What the exercise asks:
Please state the number of lines in the records below that contain the string "Park", and nothing further.
<<<<
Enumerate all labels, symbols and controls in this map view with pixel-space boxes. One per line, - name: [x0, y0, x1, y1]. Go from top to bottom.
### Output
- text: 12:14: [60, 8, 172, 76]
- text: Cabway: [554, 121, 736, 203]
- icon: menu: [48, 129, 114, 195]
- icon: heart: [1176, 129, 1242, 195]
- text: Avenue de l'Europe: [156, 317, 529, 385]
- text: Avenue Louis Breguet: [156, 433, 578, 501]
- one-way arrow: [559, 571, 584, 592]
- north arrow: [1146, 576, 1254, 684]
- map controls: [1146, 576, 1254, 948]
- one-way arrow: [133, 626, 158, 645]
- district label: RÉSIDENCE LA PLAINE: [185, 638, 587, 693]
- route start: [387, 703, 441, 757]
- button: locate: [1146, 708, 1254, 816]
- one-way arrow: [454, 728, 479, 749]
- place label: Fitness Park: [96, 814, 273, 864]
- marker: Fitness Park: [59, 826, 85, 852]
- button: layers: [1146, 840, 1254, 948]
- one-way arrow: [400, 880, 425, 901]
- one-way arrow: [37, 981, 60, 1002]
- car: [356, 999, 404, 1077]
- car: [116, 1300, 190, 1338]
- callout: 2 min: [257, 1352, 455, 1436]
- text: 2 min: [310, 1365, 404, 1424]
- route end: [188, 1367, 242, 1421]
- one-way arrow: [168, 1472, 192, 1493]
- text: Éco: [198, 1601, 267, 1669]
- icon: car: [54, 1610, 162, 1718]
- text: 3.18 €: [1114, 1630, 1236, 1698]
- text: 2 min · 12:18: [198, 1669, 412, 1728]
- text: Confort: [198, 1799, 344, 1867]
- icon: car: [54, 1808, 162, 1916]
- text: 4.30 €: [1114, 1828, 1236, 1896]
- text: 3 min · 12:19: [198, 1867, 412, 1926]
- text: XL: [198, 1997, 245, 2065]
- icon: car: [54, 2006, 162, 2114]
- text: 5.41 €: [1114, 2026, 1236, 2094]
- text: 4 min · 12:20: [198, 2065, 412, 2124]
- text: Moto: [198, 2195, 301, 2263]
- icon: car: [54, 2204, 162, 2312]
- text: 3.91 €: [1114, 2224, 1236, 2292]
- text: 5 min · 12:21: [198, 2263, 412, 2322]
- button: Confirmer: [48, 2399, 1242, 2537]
>>>>
Your solution:
2